* _ABOUT THIS TASK_
The answer must be every line below that contains the string "Sultan".
MATERIAL FOR THIS EXERCISE: Begin
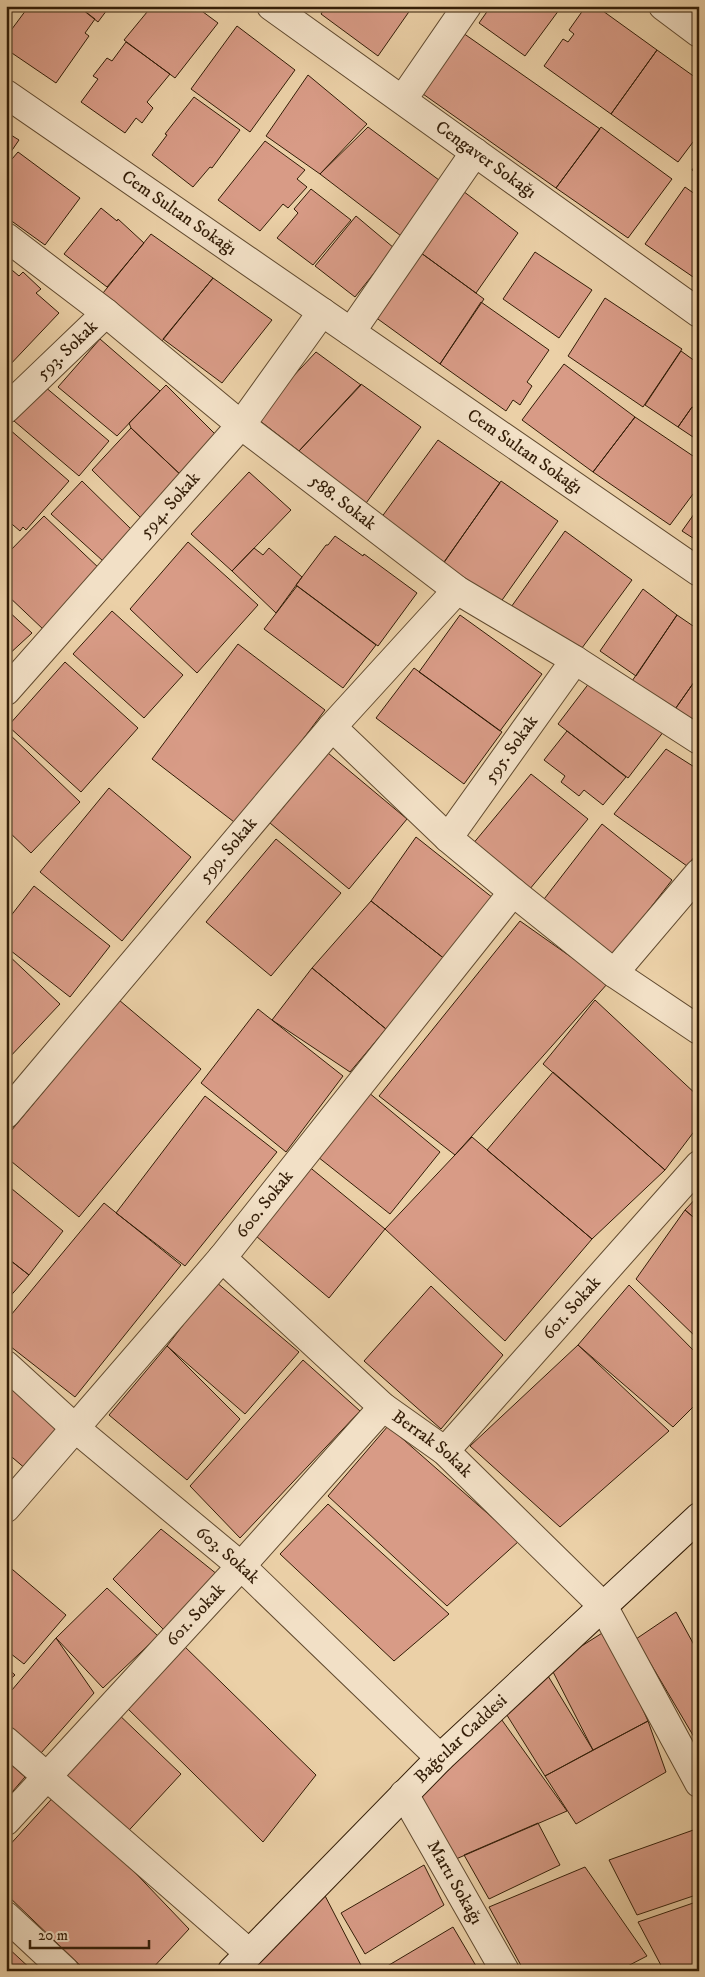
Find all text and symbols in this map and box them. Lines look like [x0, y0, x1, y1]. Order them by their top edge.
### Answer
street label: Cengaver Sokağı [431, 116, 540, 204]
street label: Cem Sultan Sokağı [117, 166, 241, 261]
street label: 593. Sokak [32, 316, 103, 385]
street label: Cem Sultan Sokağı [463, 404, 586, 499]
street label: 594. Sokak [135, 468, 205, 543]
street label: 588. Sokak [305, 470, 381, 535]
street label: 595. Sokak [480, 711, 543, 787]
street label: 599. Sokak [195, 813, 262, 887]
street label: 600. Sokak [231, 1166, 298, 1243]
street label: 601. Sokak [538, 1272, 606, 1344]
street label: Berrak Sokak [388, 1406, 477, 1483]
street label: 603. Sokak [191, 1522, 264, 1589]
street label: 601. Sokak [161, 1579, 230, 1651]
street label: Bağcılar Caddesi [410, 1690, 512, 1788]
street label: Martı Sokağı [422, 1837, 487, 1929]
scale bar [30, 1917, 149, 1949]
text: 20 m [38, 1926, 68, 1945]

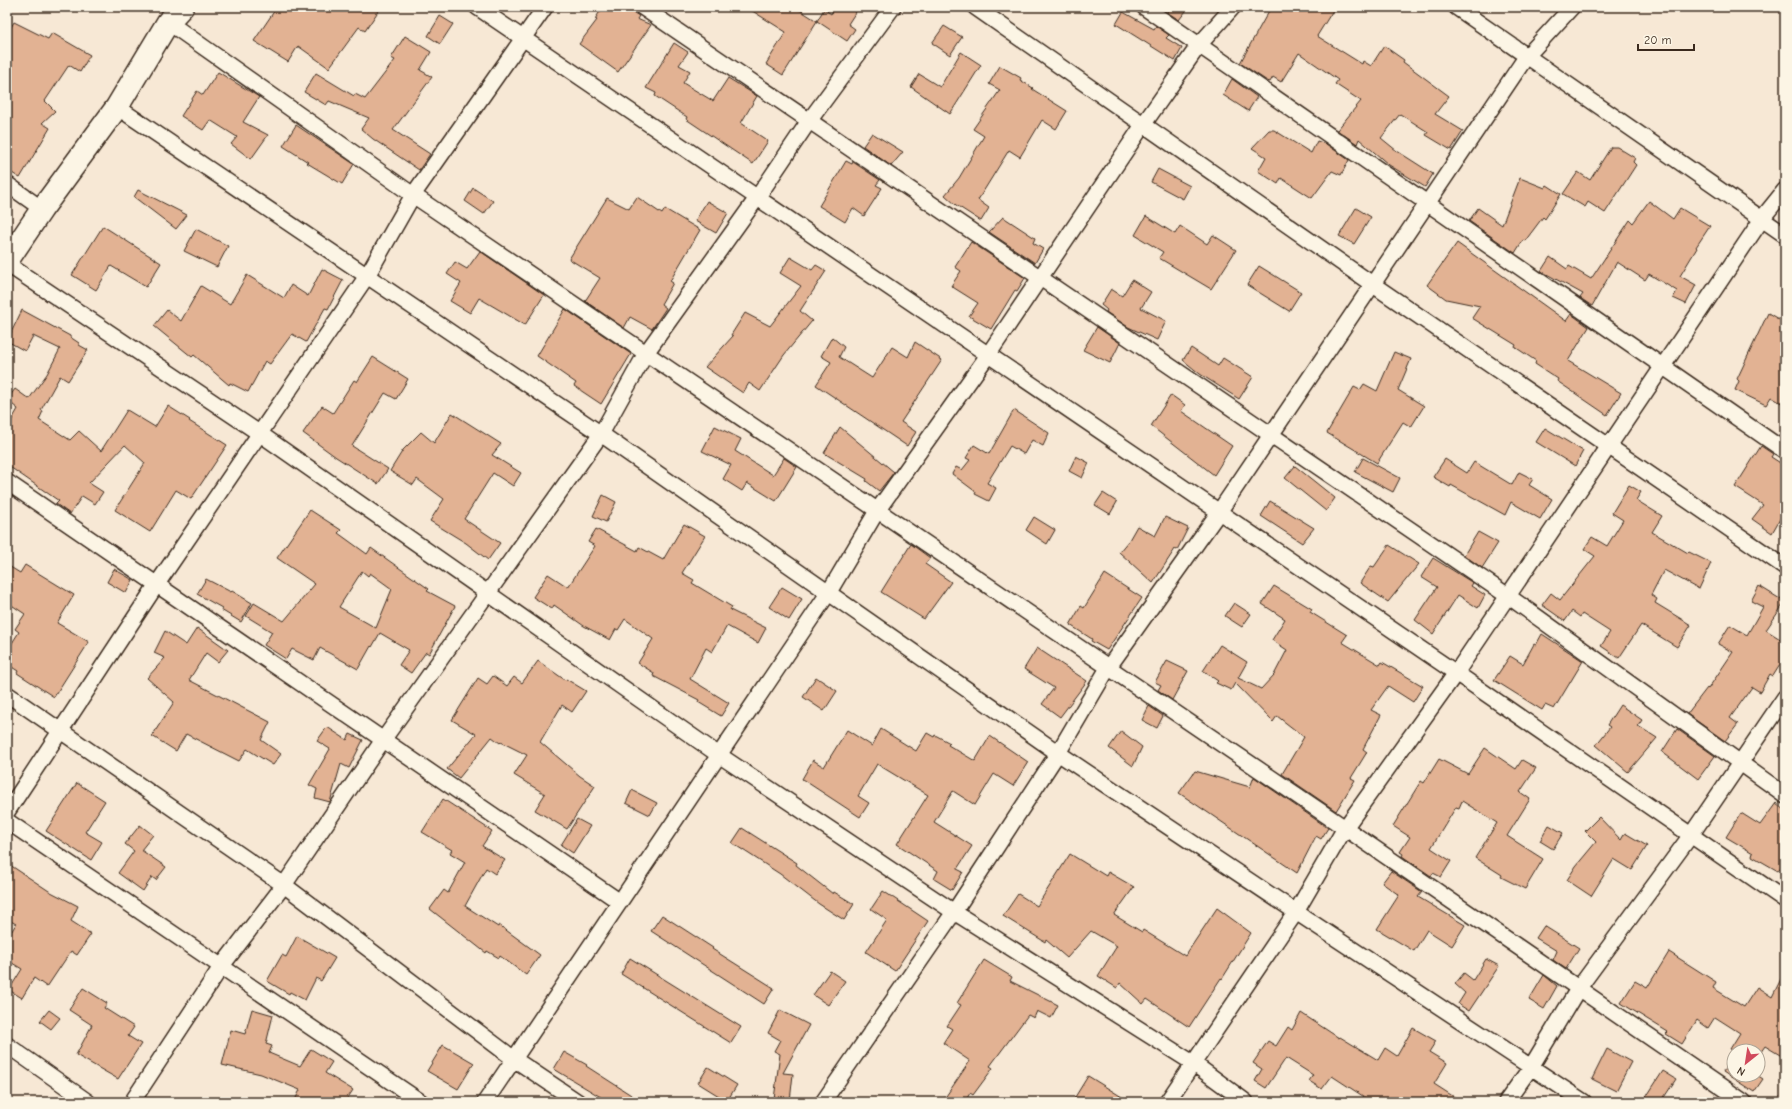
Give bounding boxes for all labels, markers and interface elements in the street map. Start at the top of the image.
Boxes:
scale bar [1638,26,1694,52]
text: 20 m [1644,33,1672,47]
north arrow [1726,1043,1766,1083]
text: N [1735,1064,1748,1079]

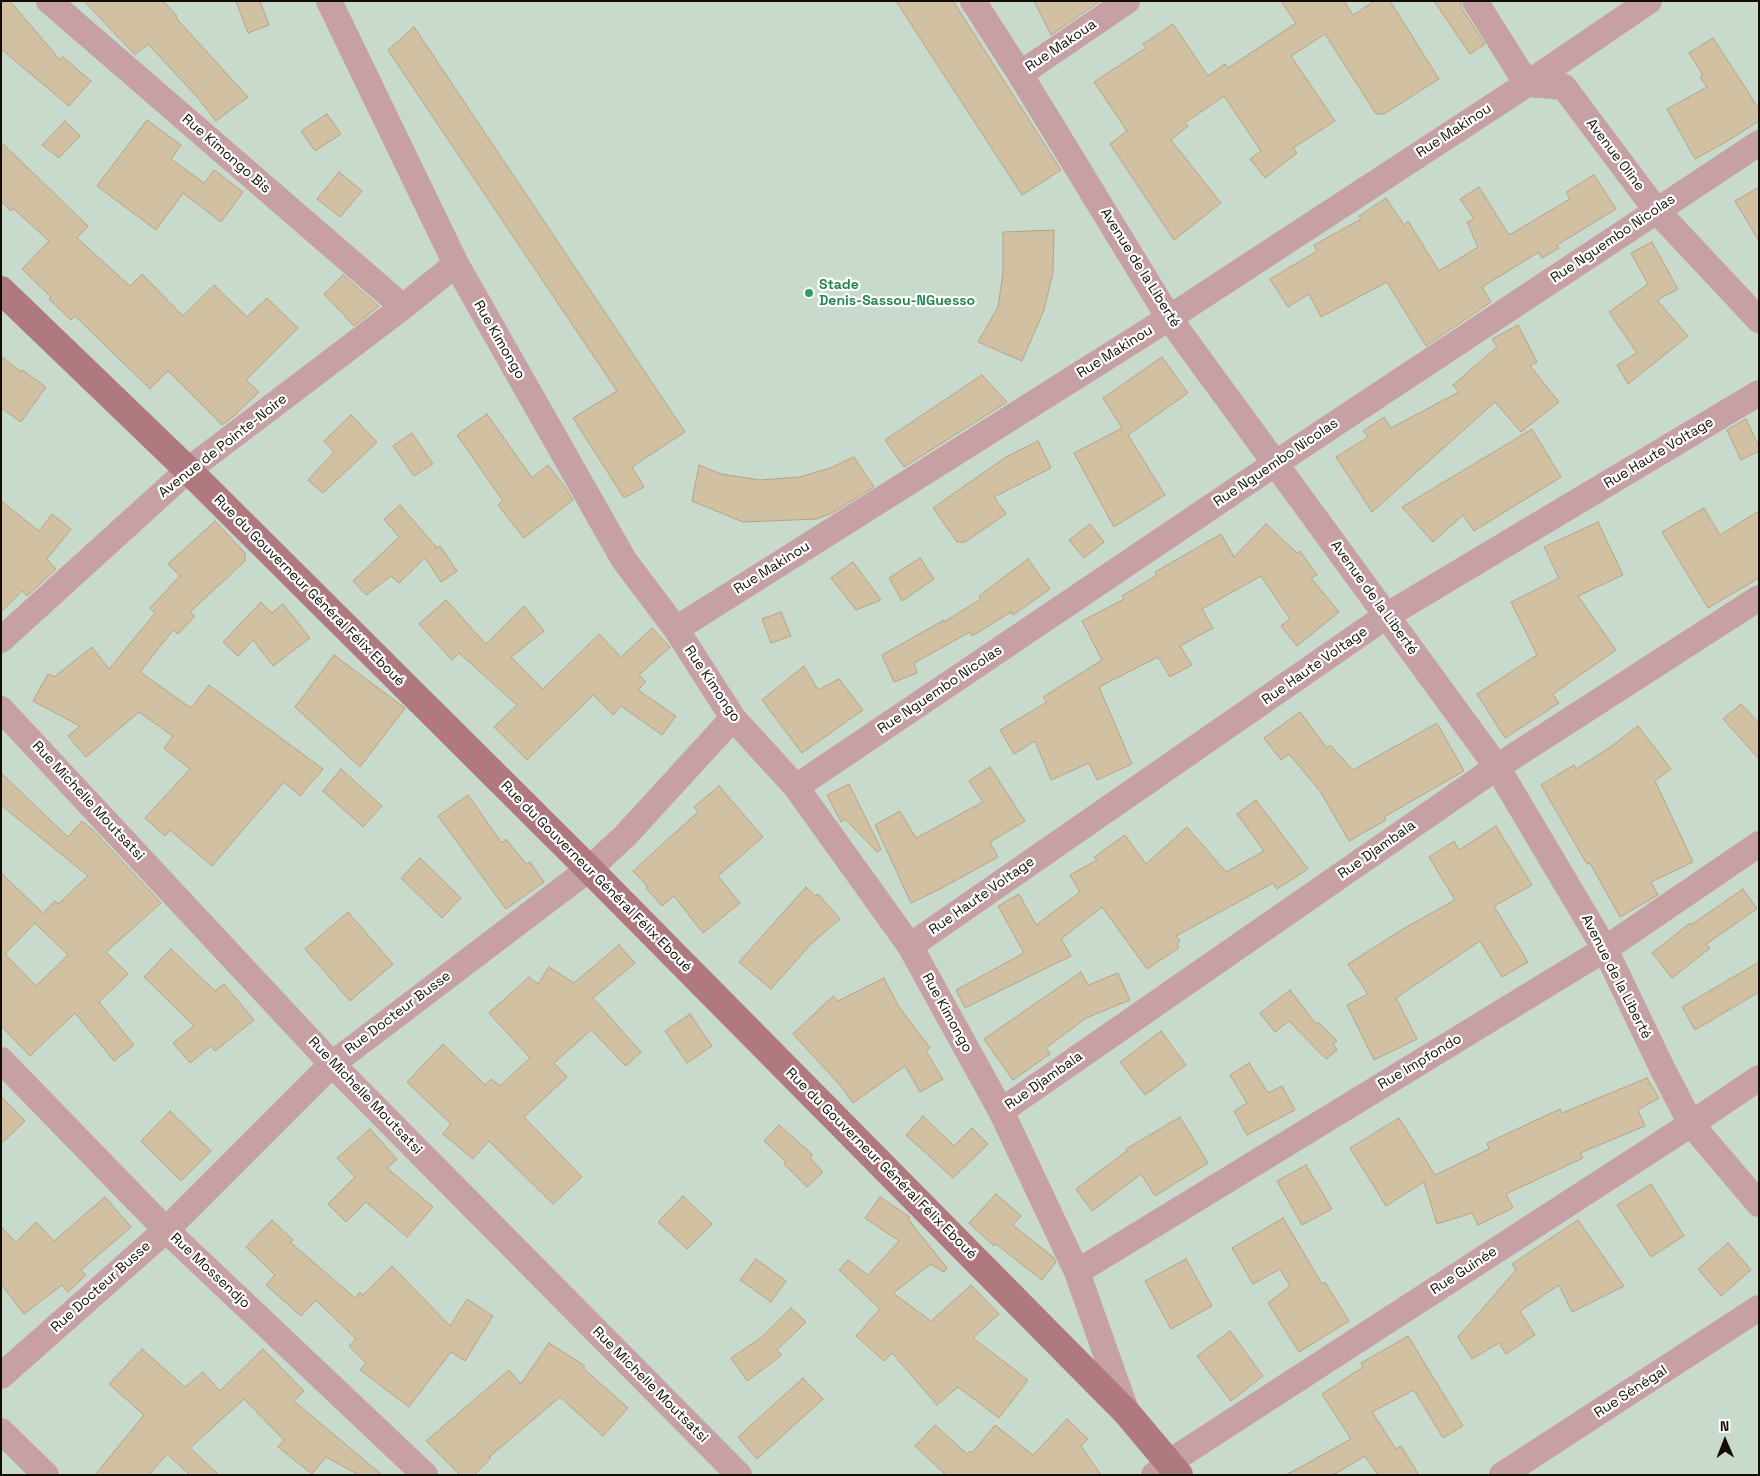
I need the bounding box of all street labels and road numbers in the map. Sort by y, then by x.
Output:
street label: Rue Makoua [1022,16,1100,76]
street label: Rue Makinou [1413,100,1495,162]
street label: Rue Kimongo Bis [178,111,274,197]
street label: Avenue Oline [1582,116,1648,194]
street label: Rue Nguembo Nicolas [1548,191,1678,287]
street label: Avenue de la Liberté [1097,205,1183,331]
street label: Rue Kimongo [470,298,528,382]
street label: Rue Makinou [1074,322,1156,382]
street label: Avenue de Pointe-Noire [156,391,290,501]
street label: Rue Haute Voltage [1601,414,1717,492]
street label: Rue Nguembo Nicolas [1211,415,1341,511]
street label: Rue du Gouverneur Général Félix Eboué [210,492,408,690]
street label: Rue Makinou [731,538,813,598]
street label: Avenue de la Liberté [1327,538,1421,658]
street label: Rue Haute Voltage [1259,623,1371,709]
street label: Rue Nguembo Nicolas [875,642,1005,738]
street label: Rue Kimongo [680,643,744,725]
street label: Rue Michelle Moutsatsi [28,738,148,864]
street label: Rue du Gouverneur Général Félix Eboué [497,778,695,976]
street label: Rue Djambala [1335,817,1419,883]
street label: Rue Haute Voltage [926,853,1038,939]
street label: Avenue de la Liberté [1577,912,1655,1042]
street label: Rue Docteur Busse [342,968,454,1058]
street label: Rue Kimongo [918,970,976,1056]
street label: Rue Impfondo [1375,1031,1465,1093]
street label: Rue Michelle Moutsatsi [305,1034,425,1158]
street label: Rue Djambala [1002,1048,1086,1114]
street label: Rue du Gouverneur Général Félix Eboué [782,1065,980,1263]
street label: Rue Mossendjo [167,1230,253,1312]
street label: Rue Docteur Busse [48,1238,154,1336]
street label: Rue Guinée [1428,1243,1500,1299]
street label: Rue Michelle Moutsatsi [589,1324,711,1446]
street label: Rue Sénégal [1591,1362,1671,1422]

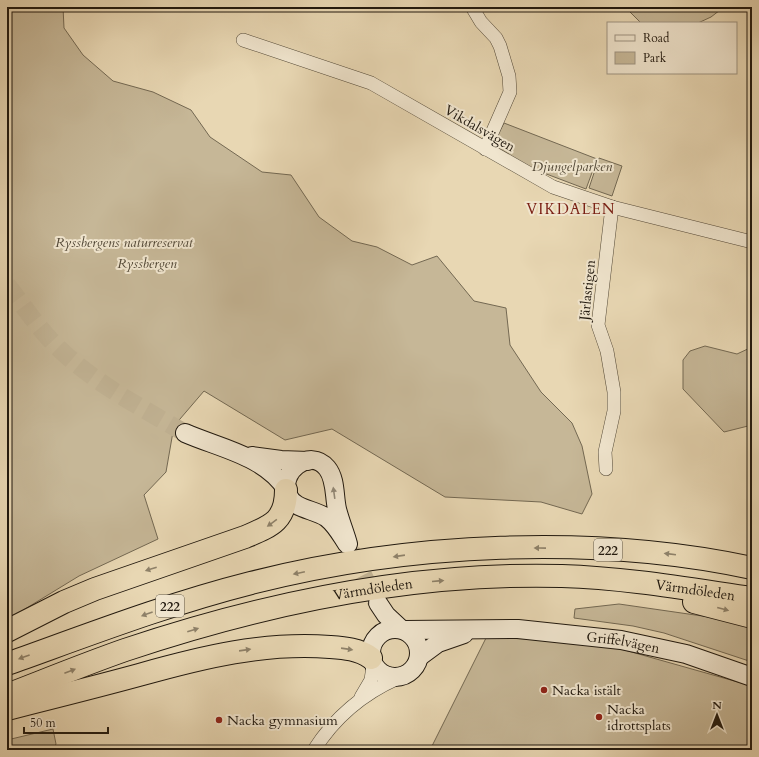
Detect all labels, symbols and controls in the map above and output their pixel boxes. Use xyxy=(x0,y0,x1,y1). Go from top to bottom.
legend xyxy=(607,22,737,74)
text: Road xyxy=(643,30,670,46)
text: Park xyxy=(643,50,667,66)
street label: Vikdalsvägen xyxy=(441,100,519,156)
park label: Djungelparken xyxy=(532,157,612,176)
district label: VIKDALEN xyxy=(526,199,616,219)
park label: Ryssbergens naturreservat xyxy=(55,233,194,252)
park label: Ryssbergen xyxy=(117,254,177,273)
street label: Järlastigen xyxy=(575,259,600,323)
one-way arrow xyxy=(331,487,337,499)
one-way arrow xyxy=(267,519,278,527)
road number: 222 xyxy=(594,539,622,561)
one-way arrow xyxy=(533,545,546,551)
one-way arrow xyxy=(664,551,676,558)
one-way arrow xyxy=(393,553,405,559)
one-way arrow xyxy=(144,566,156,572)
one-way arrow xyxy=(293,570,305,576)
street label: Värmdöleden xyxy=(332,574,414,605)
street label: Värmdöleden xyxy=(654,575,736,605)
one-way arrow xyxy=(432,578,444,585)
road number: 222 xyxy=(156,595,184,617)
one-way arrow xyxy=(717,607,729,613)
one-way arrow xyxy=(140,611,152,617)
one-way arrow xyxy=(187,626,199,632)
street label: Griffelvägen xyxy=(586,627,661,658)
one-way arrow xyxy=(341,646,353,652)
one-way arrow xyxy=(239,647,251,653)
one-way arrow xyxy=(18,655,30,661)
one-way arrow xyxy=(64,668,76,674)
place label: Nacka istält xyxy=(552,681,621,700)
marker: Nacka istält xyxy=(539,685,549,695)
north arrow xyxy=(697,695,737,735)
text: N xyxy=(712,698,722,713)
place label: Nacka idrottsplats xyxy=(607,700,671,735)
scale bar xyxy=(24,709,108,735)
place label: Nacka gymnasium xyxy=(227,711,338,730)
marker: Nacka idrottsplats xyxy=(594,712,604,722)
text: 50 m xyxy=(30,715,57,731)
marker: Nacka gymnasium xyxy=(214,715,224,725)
MATERIAL FOR THIS EXERCISE: End
* _ANSWER SECTION_
street label: Cem Sultan Sokağı [117, 166, 241, 261]
street label: Cem Sultan Sokağı [463, 404, 586, 499]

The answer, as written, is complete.